Hence the invisible gorilla identifies that our  “attention” is often focused, and limits our ability to see or sense the unexpected.  Multiple studies have demonstrated that we notice what we’re looking for or what we expect to see.   Our “attention” is actually limited and often misses issues which are obvious to others–but which we’re convinced we were considering.

Is it possible that while well motivated, we may be missing details regarding essential attributes of our work in medical home–that there may be an “invisible gorilla” which needs to be seen?  We’re attending to the details we think are important, and I’ve no doubt they are.  But what about the things we’re not attending to?  I’m not certain I can even list them well, because then they wouldn’t be “invisible.”

Are we fully using asynchronous technology—smart phones, iPads, social media—in creating our models?  Are we cognizant of the diverse cultural differences, both ethnic and generational, which need to be addressed?  As the population ages, do our “homes” come with assisted living where necessary? Have we begun to address the persistent duality of mental health/physical health which permeates our system, and perpetuates approaches which would preclude many from taking up “residence” in that proposed home?
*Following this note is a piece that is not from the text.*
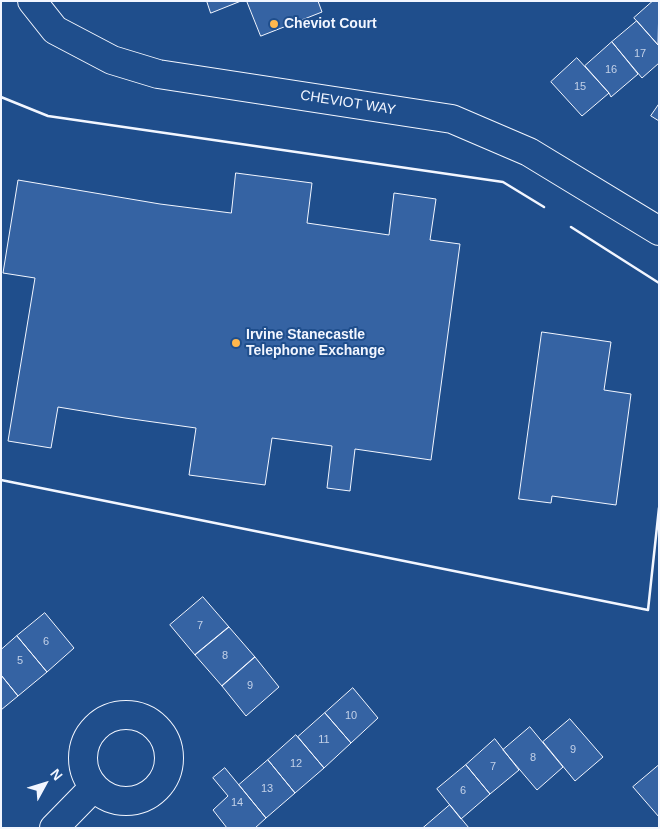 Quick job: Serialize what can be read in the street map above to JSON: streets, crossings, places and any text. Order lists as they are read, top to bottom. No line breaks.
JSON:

It’s my nature to be reflective, and to rarely see things as black or white or absolute truths, but understanding the insidious and pervasive nature of this one illusion–attention–I often wonder what will surprise me soon as something which should have been considered but wasn’t.
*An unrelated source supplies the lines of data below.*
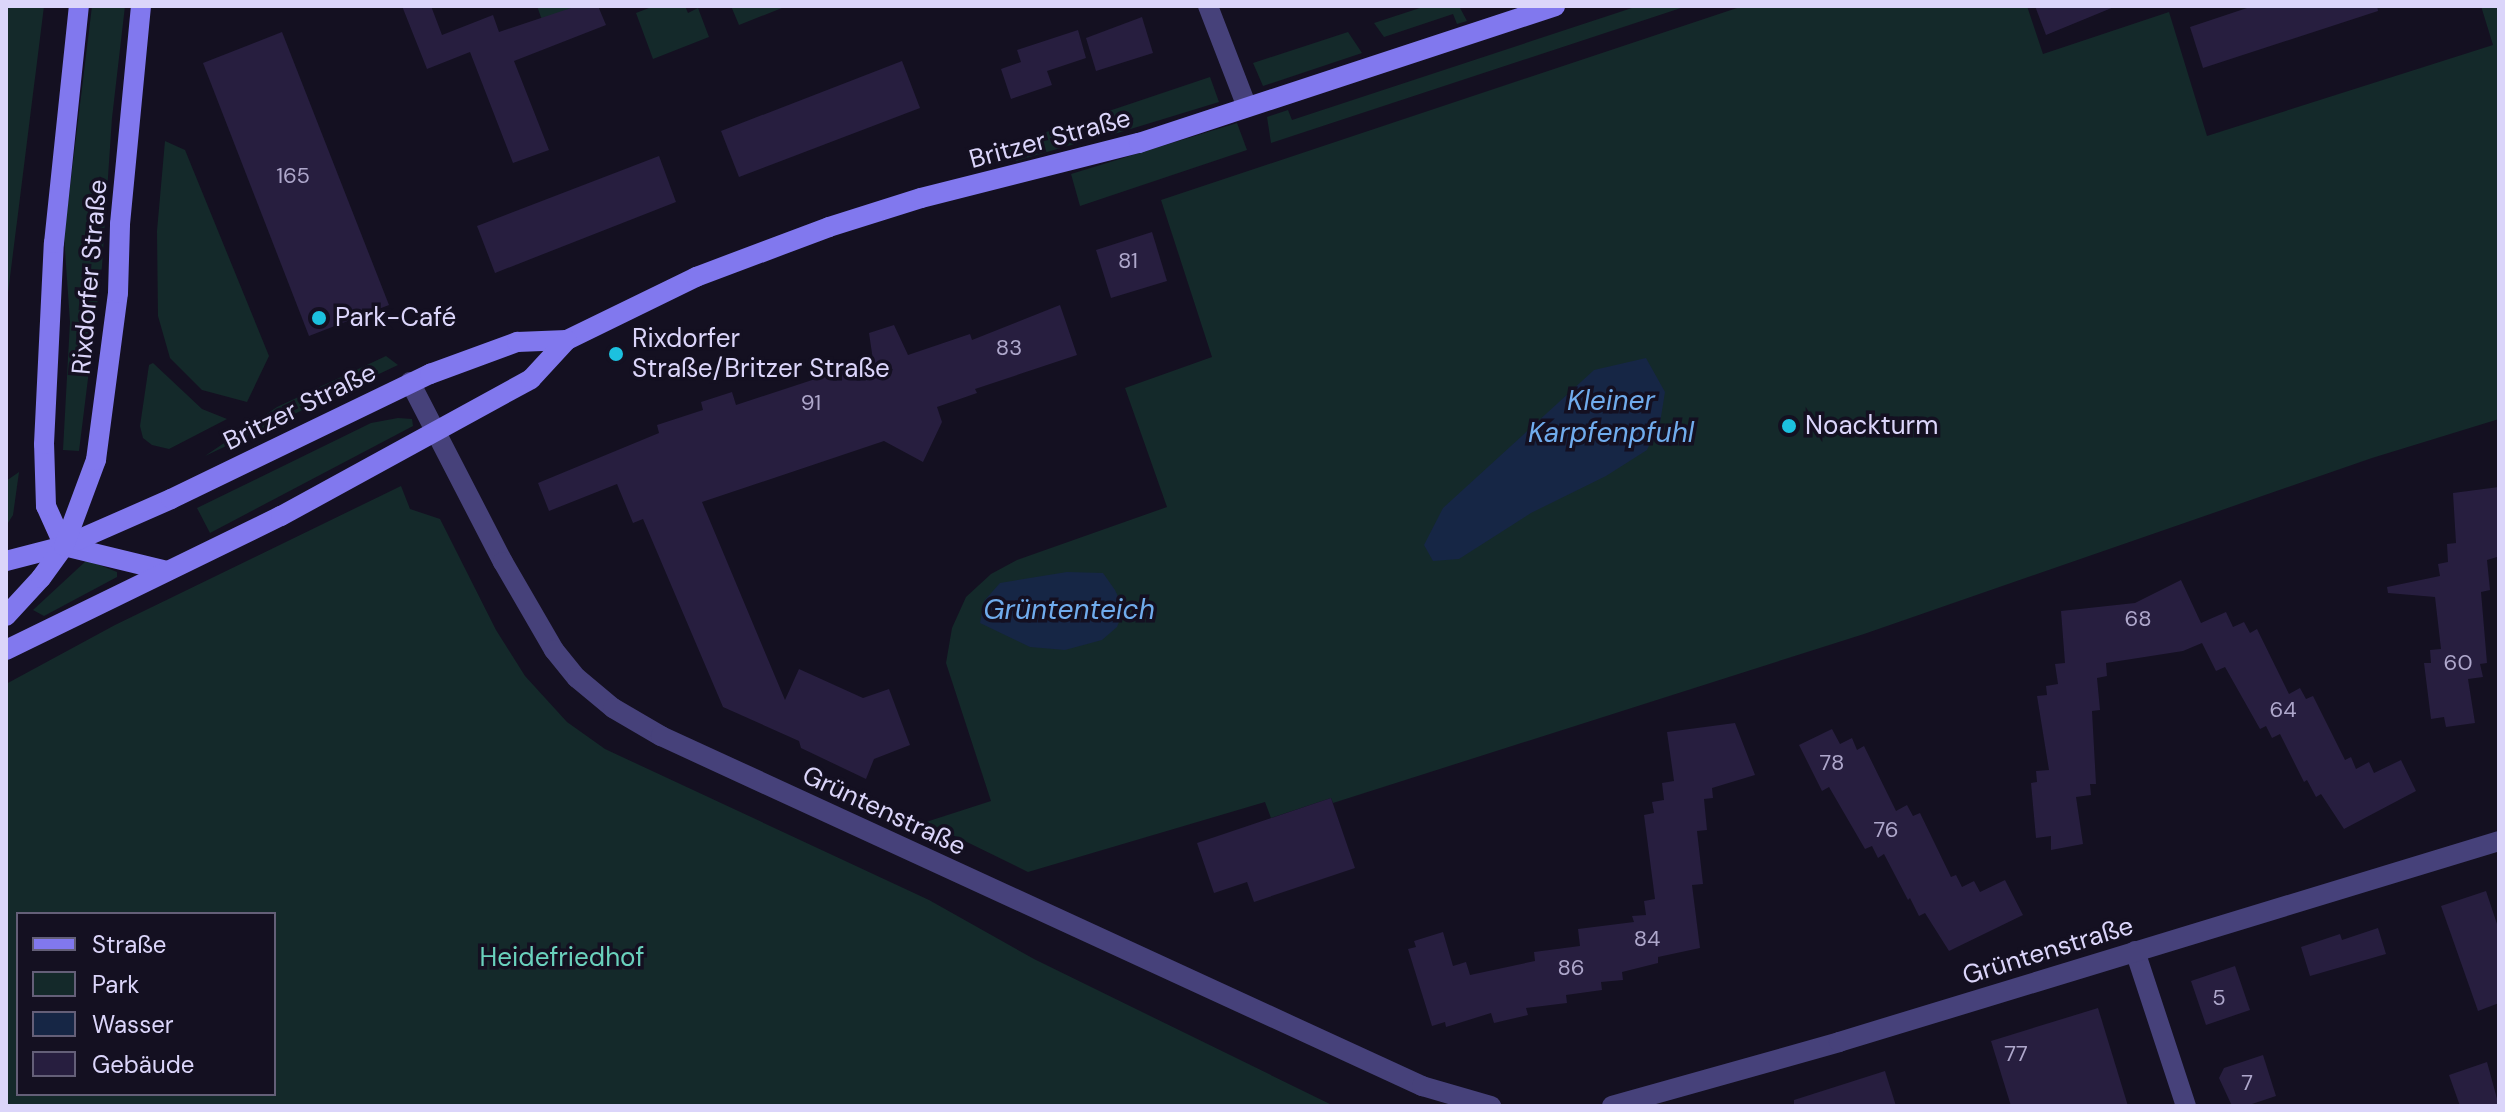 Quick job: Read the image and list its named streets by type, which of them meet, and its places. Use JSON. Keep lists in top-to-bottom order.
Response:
{
  "streets": {
    "main road": ["Britzer Straße", "Rixdorfer Straße"],
    "street": ["Grüntenstraße"]
  },
  "crossings": [
    ["Britzer Straße", "Rixdorfer Straße"],
    ["Britzer Straße", "Grüntenstraße"]
  ],
  "water": ["Kleiner Karpfenpfuhl", "Grüntenteich"],
  "parks": ["Heidefriedhof"],
  "places": ["Park-Café", "Rixdorfer Straße/Britzer Straße", "Noackturm"],
  "house_numbers": [
    "165",
    "81",
    "83",
    "91",
    "68",
    "60",
    "64",
    "78",
    "76",
    "84",
    "86",
    "5",
    "77",
    "7"
  ],
  "legend": [
    "Straße",
    "Park",
    "Wasser",
    "Gebäude"
  ]
}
And that’s only one illusion–consider the others.  The illusion of knowledge–thinking we know all we need to know–and that of confidence–we’ve got the answer–are often voiced by proponents.  They speak with some certainty about moving the medical home efforts forward.  From what I’ve read, it’s perhaps natural that I feel an urge at times to run the other way—my inherent fear of invisible gorillas I guess.

What’s frightening to me is that this is only touching a few of the illusions.  But even these should make us step back and take the time to consider if this exciting and potentially transformational approach is already inhabited by what might be a danger to it’s long-term success–that “invisible gorilla” which we all miss in one way or another.

For this reason, among many, the need to collaborate and engage others is paramount  Creating an environment where we can share ideas, challenge concepts and approaches, engage in spirited discussion that promotes disagreement is key.  Only then can we be better positioned to appreciate that big hairy animal standing amongst us that alone we’ll not notice.

Gary Oftedahl is Chief Knowledge Officer of the Institute for Clinical Systems Improvement.